After we busted out a couple of the "fairy house bottles" from the recycling to make the
mermaid kingdom yesterday, I thought that we should do the others while the kids were excited by it.
I had four bottles stashed away that I cut out windows and doors and open spaces from with an exacto knife. It was pretty easy to do and there are a lot of bottles that will work for this. The wee one was a bubble bath bottle, the round one was a bleach bottle, the other big white one was a tropicana juice bottle and the humungous pale blue one (not pictured) was a fabric softener bottle that I swiped from my mate's recycling (they are used to my weird antics now). Once they were thoroughly rinsed and dried then we could get crafting with them.

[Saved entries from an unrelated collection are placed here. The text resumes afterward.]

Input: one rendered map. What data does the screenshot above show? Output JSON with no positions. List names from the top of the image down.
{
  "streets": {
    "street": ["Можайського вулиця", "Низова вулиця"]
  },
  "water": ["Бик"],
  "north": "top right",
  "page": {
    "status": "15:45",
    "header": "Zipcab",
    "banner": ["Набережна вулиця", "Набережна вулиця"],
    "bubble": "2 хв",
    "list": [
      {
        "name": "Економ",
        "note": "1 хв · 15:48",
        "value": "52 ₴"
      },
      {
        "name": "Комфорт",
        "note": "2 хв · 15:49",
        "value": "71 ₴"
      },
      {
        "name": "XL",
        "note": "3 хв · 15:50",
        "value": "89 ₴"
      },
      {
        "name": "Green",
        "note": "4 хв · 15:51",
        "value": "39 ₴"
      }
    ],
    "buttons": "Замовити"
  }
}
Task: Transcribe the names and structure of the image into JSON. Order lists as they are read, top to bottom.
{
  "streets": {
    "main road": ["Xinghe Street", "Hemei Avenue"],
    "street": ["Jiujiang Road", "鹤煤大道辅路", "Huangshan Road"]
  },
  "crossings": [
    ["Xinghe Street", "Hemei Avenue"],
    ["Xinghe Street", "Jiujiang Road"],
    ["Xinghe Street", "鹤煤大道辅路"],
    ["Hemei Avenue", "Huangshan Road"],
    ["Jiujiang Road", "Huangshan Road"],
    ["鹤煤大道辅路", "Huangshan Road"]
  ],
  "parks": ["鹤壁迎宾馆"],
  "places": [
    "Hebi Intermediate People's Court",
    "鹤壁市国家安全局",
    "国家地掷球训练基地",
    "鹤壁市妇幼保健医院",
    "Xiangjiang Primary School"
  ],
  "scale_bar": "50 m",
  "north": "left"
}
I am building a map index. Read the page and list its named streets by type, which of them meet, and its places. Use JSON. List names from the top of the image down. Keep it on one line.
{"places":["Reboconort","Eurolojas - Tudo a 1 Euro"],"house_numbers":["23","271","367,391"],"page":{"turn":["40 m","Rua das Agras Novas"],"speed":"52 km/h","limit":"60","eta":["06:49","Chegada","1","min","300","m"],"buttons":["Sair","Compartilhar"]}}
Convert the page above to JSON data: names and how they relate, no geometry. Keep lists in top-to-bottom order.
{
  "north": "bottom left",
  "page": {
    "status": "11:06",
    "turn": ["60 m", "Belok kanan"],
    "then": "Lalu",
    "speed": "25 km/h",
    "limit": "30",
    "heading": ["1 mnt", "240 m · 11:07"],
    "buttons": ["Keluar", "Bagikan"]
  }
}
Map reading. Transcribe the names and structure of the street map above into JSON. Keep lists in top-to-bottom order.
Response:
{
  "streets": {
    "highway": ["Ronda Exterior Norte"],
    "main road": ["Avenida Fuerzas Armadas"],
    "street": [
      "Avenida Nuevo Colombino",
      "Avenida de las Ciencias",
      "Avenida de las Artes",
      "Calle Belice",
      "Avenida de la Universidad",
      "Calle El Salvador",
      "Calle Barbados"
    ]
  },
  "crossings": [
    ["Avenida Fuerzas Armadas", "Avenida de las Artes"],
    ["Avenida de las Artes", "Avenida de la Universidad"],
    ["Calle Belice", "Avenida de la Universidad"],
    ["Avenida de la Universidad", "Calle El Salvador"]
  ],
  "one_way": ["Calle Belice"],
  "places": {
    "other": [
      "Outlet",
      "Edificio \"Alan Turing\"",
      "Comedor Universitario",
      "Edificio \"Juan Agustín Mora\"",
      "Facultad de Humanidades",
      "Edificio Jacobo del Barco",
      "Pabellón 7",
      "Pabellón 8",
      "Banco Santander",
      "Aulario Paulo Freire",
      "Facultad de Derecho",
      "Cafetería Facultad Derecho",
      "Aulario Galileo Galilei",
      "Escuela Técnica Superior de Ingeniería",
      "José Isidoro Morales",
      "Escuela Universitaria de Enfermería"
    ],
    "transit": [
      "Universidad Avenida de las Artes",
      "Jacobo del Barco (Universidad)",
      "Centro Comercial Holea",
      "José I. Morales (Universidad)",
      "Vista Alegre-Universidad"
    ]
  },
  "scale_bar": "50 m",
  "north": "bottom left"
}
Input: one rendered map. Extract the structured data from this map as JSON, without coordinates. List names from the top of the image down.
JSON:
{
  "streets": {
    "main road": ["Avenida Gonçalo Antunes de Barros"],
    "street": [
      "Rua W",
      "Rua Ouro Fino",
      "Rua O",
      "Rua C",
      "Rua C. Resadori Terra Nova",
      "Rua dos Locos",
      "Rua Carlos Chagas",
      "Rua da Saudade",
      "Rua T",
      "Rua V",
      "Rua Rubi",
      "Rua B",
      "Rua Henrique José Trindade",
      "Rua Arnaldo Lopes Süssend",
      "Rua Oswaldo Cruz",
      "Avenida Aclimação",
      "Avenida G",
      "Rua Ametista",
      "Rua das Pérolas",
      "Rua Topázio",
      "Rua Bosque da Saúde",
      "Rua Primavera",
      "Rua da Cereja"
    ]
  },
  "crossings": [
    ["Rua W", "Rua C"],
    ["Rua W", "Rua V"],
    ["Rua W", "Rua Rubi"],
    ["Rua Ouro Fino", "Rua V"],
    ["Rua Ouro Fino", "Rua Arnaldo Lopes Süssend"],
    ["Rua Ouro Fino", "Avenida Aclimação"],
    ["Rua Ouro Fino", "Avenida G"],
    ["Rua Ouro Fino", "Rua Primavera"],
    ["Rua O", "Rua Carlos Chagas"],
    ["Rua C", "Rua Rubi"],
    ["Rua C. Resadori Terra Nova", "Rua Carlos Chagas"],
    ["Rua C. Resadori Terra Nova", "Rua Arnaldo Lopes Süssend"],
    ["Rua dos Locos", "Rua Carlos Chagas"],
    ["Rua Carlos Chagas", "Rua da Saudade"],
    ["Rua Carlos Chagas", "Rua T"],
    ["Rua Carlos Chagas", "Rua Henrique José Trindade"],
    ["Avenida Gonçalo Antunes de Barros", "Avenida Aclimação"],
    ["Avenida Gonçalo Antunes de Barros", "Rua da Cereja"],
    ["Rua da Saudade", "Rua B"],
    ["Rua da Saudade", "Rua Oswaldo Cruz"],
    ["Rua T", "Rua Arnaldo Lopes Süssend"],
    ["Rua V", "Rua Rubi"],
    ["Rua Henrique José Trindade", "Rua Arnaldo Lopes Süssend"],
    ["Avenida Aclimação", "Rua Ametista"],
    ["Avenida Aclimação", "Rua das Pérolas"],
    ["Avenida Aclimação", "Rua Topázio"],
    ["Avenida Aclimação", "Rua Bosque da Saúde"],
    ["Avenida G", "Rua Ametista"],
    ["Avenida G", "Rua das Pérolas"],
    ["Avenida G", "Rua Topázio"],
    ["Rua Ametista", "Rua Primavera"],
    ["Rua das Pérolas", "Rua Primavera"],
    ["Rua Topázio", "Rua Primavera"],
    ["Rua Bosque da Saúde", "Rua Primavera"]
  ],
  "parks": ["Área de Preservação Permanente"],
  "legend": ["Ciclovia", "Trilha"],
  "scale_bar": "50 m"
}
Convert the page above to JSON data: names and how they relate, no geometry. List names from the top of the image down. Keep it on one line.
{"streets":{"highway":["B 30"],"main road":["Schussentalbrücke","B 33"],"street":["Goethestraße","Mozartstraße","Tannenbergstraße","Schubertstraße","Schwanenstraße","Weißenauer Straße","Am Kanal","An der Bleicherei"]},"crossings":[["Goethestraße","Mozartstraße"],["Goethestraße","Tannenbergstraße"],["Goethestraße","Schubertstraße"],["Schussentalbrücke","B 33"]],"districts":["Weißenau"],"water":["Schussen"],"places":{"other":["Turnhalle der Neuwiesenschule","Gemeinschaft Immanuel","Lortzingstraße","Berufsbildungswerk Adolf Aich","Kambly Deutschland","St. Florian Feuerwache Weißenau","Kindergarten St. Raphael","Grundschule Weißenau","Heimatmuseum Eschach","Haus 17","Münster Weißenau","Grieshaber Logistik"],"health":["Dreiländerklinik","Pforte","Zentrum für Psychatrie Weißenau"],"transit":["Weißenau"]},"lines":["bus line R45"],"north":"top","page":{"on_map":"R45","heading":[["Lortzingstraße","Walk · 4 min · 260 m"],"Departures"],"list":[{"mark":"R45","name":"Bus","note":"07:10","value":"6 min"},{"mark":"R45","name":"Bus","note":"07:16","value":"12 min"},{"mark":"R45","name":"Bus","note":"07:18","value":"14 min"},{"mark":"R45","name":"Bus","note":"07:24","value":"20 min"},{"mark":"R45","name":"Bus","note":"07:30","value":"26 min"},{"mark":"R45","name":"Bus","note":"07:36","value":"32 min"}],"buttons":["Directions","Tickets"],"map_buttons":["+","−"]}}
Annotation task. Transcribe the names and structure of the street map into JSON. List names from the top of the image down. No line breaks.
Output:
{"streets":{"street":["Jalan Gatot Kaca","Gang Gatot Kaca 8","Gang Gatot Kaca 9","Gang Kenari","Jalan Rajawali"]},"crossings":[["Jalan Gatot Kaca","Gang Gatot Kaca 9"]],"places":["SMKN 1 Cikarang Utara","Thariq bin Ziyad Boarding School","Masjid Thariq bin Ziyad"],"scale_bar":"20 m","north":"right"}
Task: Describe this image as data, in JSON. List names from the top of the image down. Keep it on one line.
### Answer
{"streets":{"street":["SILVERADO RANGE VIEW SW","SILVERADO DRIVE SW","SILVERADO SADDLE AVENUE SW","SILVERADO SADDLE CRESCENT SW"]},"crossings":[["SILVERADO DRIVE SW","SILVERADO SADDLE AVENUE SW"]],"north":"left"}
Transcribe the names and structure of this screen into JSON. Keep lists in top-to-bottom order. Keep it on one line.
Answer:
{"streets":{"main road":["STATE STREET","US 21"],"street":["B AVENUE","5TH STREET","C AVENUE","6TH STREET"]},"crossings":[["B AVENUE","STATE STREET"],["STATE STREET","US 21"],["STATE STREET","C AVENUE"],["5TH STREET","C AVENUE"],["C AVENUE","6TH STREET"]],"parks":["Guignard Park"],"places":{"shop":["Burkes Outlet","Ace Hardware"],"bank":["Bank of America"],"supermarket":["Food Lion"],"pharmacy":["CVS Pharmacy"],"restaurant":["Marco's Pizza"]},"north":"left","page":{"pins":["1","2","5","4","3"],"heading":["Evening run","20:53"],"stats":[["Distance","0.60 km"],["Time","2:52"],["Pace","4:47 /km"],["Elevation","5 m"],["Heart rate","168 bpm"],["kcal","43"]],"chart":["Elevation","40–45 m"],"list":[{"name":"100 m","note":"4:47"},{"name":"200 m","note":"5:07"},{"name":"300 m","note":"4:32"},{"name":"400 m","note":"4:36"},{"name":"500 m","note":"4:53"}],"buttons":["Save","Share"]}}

I gave the kids sharpies and any stickers I could find around that looked a bit fairyish. The dollar tree had a great packet of tinkerbell sparkly stickers, which worked a treat.




We tied on some of the flowers from an old broken lei and some of the left over autumn leaves that we used in the
mardigras masks and the halloween
pumpkin trick or treat jugs.
I made a little pipecleaner ladder for the fairies to wash their non existant windows (shhh, it doesn't have to make sense), then the kids wanted to play with the polly pocket dolls, but oh no! They don't have wings! So, we had to make some. This is where the fairy house post goes off in another direction, because the kids got really into the making fairies project after this.


I drew out some butterfly wings at about the right size for the polly pocket dolls. They are meant to be representations of actual butterfly wings, because I thought we might as well get some kind of educational scrap out of this. There's a Blue Morpho, a Monarch and a Tiger Swallowtail in the polly pocket size.
I scanned them in, and made mirror image duplicates of each, so that we could have both front and back coloured. Printed out a few and the kids coloured them in. Then we glued them back to back (against a window so we could see through to get them registered correctly).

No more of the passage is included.